Hunt for the long-tailed bat
Hunting for bat chatter
On the last days of February, a team of researchers, including Auckland Council biodiversity advisor Ben Paris (alias 'Batman'), made the last attempts for the summer season to trap and tag the elusive indigenous long-tailed bat, our only native land mammal.
Fortunately for the team, two post-breeding female bats were caught at the beginning of this vital research.
The Waitākere Ranges is home to this nationally critical species (which is rarer than the brown kiwi).
From the ranges, they travel along streams and through urban areas in search of food like moths, mosquitoes and other flying invertebrates. Pest Free Auckland credits the restoration of the bats' habitat and pest control work for its return to urban areas.
Helping the species survive
Auckland is one of the only cities in the country to still have a resident population and understanding their habitat, population and movements allows us to help the 'micro-bat' survive.

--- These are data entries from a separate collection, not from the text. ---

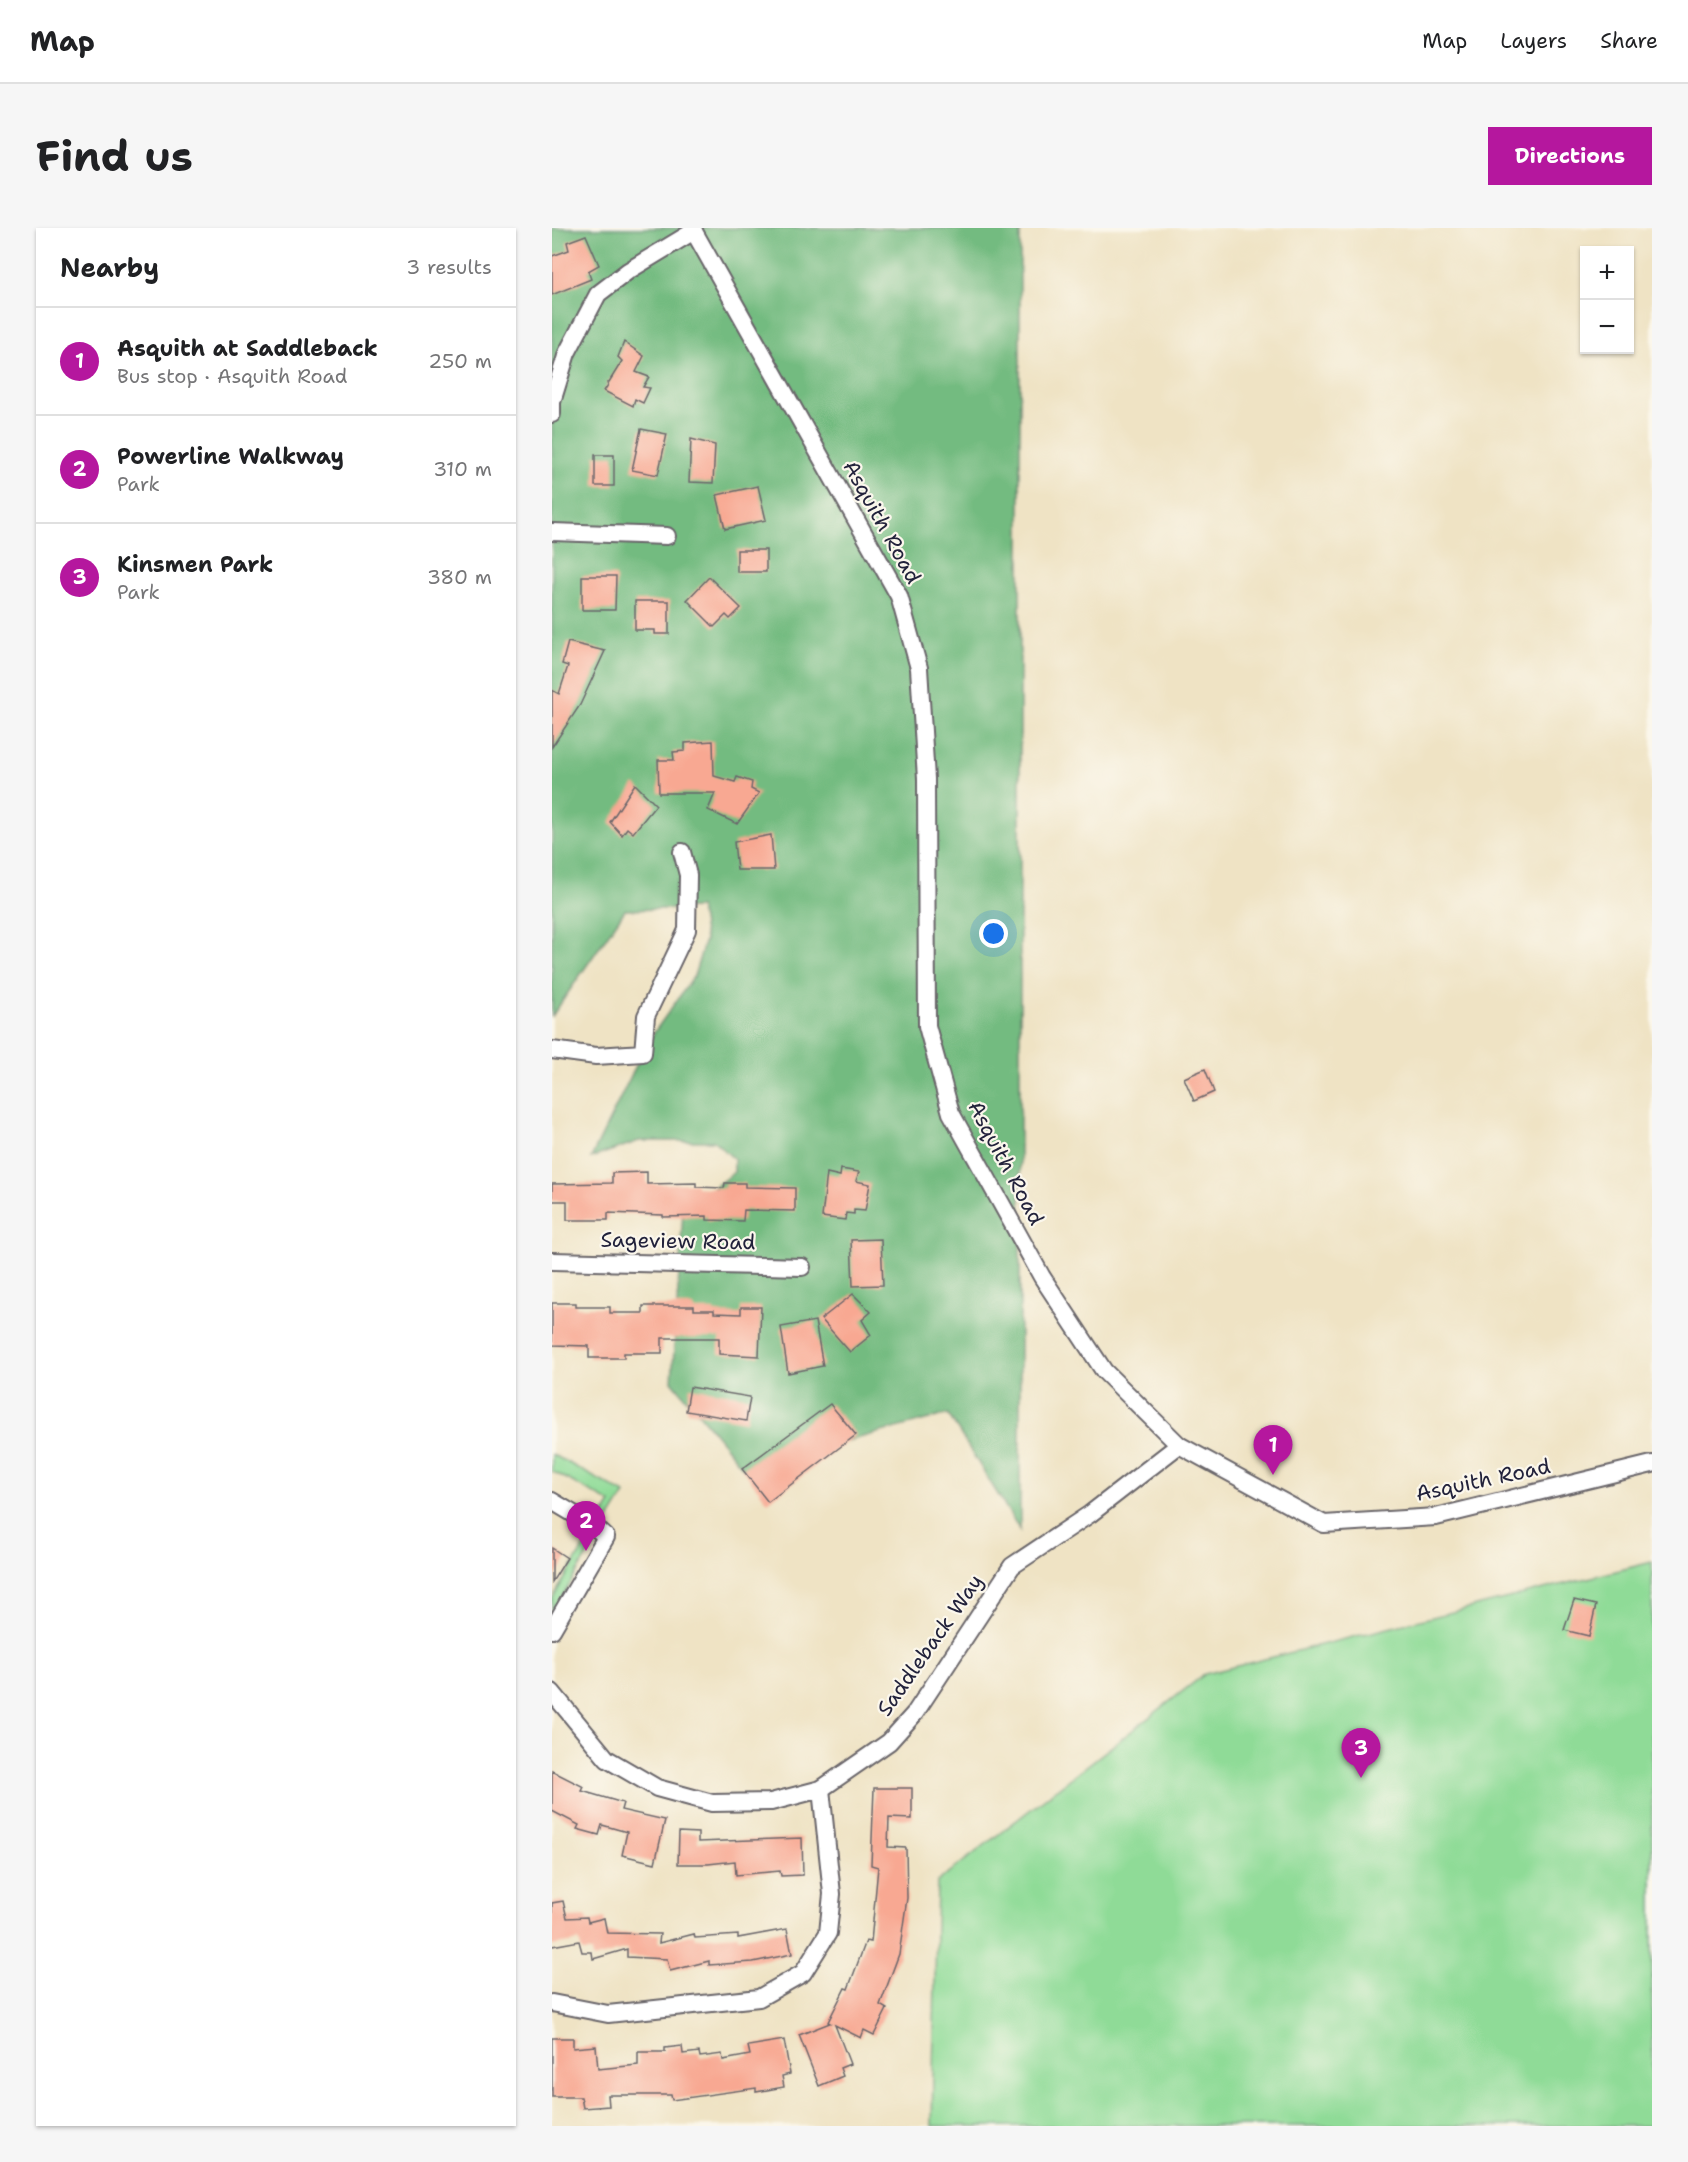 <!DOCTYPE html>
<html lang="en">
<head>
<meta charset="utf-8">
<style>
  :root { --surface:#fff; --page:#f6f6f6; --text:#202124; --muted:#757577; --line:#e0e0e0; --accent:#b5179e }
  body { margin:0; font-family:"Shantell Sans",sans-serif; background:var(--page); color:var(--text) }
  .controls { position:absolute; right:18px; top:18px; display:grid; overflow:hidden; border-radius:0px; box-shadow:0 2px 4px #0004 }
  .controls button { width:54px; height:54px; display:grid; place-items:center; padding:0; border:0; border-bottom:2px solid var(--line); background:var(--surface); color:var(--text); font:30px sans-serif }
  .you { position:absolute; left:442px; top:706px; width:21px; height:21px; margin:-15px; border:4px solid #fff; border-radius:50%; background:#1a73e8; box-shadow:0 0 0 9px #1a73e833 }
  .badge { display:grid; place-items:center; width:39px; height:39px; border-radius:50%; background:var(--accent); color:#fff; font-size:20px; font-weight:700 }
  .pin { position:absolute; translate:-50% -50px; filter:drop-shadow(0 2px 3px #0008) }
  .pin::after { content:''; position:absolute; top:32px; width:21px; height:18px; background:inherit; clip-path:polygon(0 0,100% 0,50% 100%) }
  .list { margin:0; padding:0; list-style:none }
  h2 { display:flex; justify-content:space-between; align-items:center; height:78px; margin:0; padding:0 24px; font-size:26px }
  h2 small { font-size:20px; font-weight:400; color:var(--muted) }
  .list li { display:grid; grid-template-columns:39px 1fr auto; gap:18px; align-items:center; box-sizing:border-box; height:108px; padding:0 24px; border-top:2px solid var(--line) }
  .list b { display:block; font-size:22px; white-space:nowrap }
  .list p { margin:0; font-size:20px; white-space:nowrap; color:var(--muted) }
  .list em { font-size:20px; font-style:normal; color:var(--muted) }
  .map { position:relative; flex:none; width:1100px; height:1898px; overflow:hidden; border-radius:0px }
  header { display:flex; align-items:center; gap:36px; box-sizing:border-box; height:84px; padding:0 30px; background:var(--surface); border-bottom:2px solid var(--line) }
  header strong { font-size:28px }
  nav { display:flex; gap:33px; margin-inline-start:auto; font-size:21px }
  .intro { display:flex; align-items:center; justify-content:space-between; box-sizing:border-box; height:144px; padding:0 36px }
  h1 { margin:0; font-size:42px }
  .button { padding:15px 27px; border-radius:0px; background:var(--accent); color:#fff; font-size:21px; font-weight:700 }
  main { display:flex; gap:36px; padding:0 36px }
  aside { flex:1; background:var(--surface); border-radius:0px; box-shadow:0 2px 4px #0004 }
  .map>svg:first-child { display:block }
</style>
</head>
<body>
<header>
<strong>Map</strong>
<nav><a>Map</a><a>Layers</a><a>Share</a></nav>
</header>
<div class="intro"><h1>Find us</h1><a class="button">Directions</a></div>
<main>
<aside>
<h2>Nearby<small>3 results</small></h2>
<ul class="list">
<li><span class="badge">1</span><div><b>Asquith at Saddleback</b><p>Bus stop · Asquith Road</p></div><em>250 m</em></li>
<li><span class="badge">2</span><div><b>Powerline Walkway</b><p>Park</p></div><em>310 m</em></li>
<li><span class="badge">3</span><div><b>Kinsmen Park</b><p>Park</p></div><em>380 m</em></li>
</ul>
</aside>
<div class="map">
<svg width="1100" height="1898" viewBox="0 0 1100 1898">
  <rect width="100%" height="100%" fill="#fbf7ec"/>
  <filter id="ink" filterUnits="userSpaceOnUse"><feTurbulence type="fractalNoise" baseFrequency=".0167" numOctaves="2"/><feDisplacementMap in="SourceGraphic" scale="12" xChannelSelector="R" yChannelSelector="G"/><feConvolveMatrix kernelMatrix="1 2 1 2 8 2 1 2 1" color-interpolation-filters="sRGB"/></filter>
  <filter id="wash" filterUnits="userSpaceOnUse"><feTurbulence type="fractalNoise" baseFrequency=".008" numOctaves="4" result="noise"/><feDisplacementMap in="SourceGraphic" scale="24" xChannelSelector="R" yChannelSelector="G"/><feGaussianBlur stdDeviation="1.35" result="paint"/><feColorMatrix in="noise" values="0 0 0 0 0 0 0 0 0 0 0 0 0 0 0 0 0 1.4 0 .05"/><feComposite in="paint" operator="in"/></filter>
  <g filter="url(#wash)">
    <rect width="100%" height="100%" fill="#efe3c4"/>
    <g fill="#8fdb97" stroke="#587e69" stroke-width="1.5">
      <path d="M0,1226L73,1266L0,1385V1371L59,1275L0,1243Z"/>
      <path d="M1100,1334V1898H380L385,1654L653,1446Z"/>
    </g>
    <path fill="#73bb80" stroke="#4a6e5e" stroke-width="1.5" d="M0,0H468V1302L396,1186L192,1241L120,1153L131,983L182,944V931L162,913H87L39,930L96,813L142,748L153,712L148,680L73,682L0,788Z"/>
    <g id="blocks">
      <g fill="#f8a892">
        <path d="M34,7L47,37L36,43L39,51L0,67V28L17,22L15,14Z"/>
        <path d="M72,114L92,128L84,144L97,149L91,159L98,160L91,175L83,171L81,178L52,163L56,157L55,154H57L70,133L66,129Z"/>
        <path d="M89,201L115,206L106,247L80,242Z"/>
        <path d="M139,211L163,217L161,255L137,254Z"/>
        <rect x="43" y="227" width="19" height="31"/>
        <path d="M206,258L214,292L173,301L165,267Z"/>
        <rect x="185" y="322" width="29" height="22"/>
        <path d="M30,348H64L63,382H30Z"/>
        <path d="M157,349L189,380L178,391L174,387L162,399L135,372Z"/>
        <path d="M83,373H117V406H103V402H83Z"/>
        <path d="M16,414L53,423L28,477L0,519V462L7,466L16,438L10,436Z"/>
        <path d="M161,513L162,548L183,554L185,549L200,554L199,561L207,565L185,596L156,582L163,565H107L106,532H122L121,524L133,523V515Z"/>
        <path d="M83,556L104,577L81,605L75,600L70,607L58,594Z"/>
        <path d="M219,607L222,642H185L182,614Z"/>
        <path d="M653,841L662,864L642,873L632,850Z"/>
        <path d="M289,941L307,944L304,953L318,956L313,983L302,982V986L294,985L293,992L270,989L275,945L288,948Z"/>
        <path d="M95,944V956L144,955V959L172,960L173,955H193V959L243,960V983L192,982L191,993L155,992V988L111,989V987L56,985V992H15V973H0V956L60,955V945Z"/>
        <path d="M329,1011L331,1057L301,1058L299,1012Z"/>
        <path d="M301,1066L319,1084L310,1092L319,1107L298,1124L269,1091Z"/>
        <path d="M0,1075H24V1079H58V1085H91V1078H142V1082H162V1085L189,1086V1079H209L207,1128L167,1126V1110H110V1125H72V1130H37V1118L0,1117Z"/>
        <path d="M263,1093L271,1138L236,1145L229,1099Z"/>
        <path d="M138,1159L198,1169L194,1193L134,1183Z"/>
        <path d="M278,1176L304,1207L216,1274L190,1241Z"/>
        <path d="M0,1320L15,1330L0,1354Z"/>
        <path d="M1022,1372L1044,1377L1037,1408L1012,1402Z"/>
        <path d="M0,1543L32,1559L30,1563L71,1575L69,1582L113,1592L103,1635L70,1627L75,1604L50,1597L47,1607L25,1601L27,1597L0,1583Z"/>
        <path d="M322,1560H360V1591L337,1590L336,1619L354,1620L355,1670L347,1726L328,1777L335,1781L322,1807L312,1802L309,1810L283,1797L298,1836L288,1840L291,1848L267,1858L247,1807L278,1795L276,1794L293,1760L296,1761L314,1713L319,1714L326,1639L319,1637Z"/>
        <path d="M127,1604L146,1605V1614L250,1610L251,1647L229,1648L228,1643L184,1647L183,1633L156,1636H126Z"/>
        <path d="M11,1673L15,1690L35,1689L36,1694L52,1690L55,1705L108,1706L107,1715L142,1706L143,1710L186,1707V1710L235,1701L240,1726L201,1734L157,1737V1733L118,1743L115,1731L75,1729V1721L41,1731L40,1724H30L27,1713L0,1718V1675Z"/>
        <path d="M0,1810H21V1820L44,1818L46,1841L86,1837V1824H113V1820L130,1818L131,1826L147,1824L148,1829L170,1826L171,1832L198,1827L196,1818L232,1812L238,1846L230,1848L232,1859L204,1864V1860L120,1872L119,1867H56L57,1878L31,1880L29,1869H0Z"/>
      </g>
    </g>
  </g>
  <g filter="url(#ink)">
    <use href="#blocks" fill-opacity="0" stroke="#6a666b" stroke-width="1.5"/>
    <g fill="none" stroke-linecap="round" stroke-linejoin="round">
      <g stroke="#6a666b" stroke-width="20">
        <g id="minor">
          <path d="M140,0L347,368L367,440L374,551L375,798L399,885L490,1049L552,1143L627,1217L772,1296L884,1289L1100,1236"/>
          <path d="M0,186V174L15,125L46,66L76,43L142,3"/>
          <path d="M0,304L115,308"/>
          <path d="M0,822L44,828L91,825L94,788L135,702L136,647L130,624"/>
          <path d="M0,1033L250,1039"/>
          <path d="M0,1273L42,1298L54,1309L0,1402"/>
          <path d="M0,1464L55,1531L105,1560L160,1575L219,1574L269,1561L337,1514L363,1485L460,1338L538,1286L627,1217"/>
          <path d="M0,1775L56,1786L207,1770L251,1745L276,1705L280,1666L269,1561"/>
        </g>
      </g>
      <use href="#minor" stroke="#fff" stroke-width="16"/>
    </g>
  </g>
  <g text-anchor="middle" dominant-baseline="central" stroke-width="4.5" stroke-linejoin="round" paint-order="stroke">
    <g font-size="21" fill="#22223b" stroke="#fbf7ec">
      <text transform="translate(330 294) rotate(61)">Asquith Road</text>
      <text transform="translate(454 935) rotate(62)">Asquith Road</text>
      <text transform="translate(126 1013) rotate(1)">Sageview Road</text>
      <text transform="translate(931 1252) rotate(-12)">Asquith Road</text>
      <text transform="translate(378 1417) rotate(-55)">Saddleback Way</text>
    </g>
  </g>
</svg>
<div class="controls">
<button>+</button>
<button>−</button>
</div>
<div class="you"></div>
<div class="pin badge" style="left:721px;top:1247px">1</div>
<div class="pin badge" style="left:34px;top:1323px">2</div>
<div class="pin badge" style="left:809px;top:1550px">3</div>
</div>
</main>
</body>
</html>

Weighing between 8g and 14g, this tiny bat is the size of a thumbnail hand has the wing-span of a hand. It navigates by producing ultrasonic sounds. The team have fitted transmitters to those captured in the hunt to allow them to track their travels to understand their movement and where they roost during the day.
Better protection of roost trees, predator control and restoration of habitat will be essential for this species to survive so close to Auckland’s urban edge in the future.
The project is a partnership with Community Waitākere and AECOM consultant and funded by Auckland Council’s Regional and Environmental Natural Heritage fund. It will continue with further captures next spring/summer.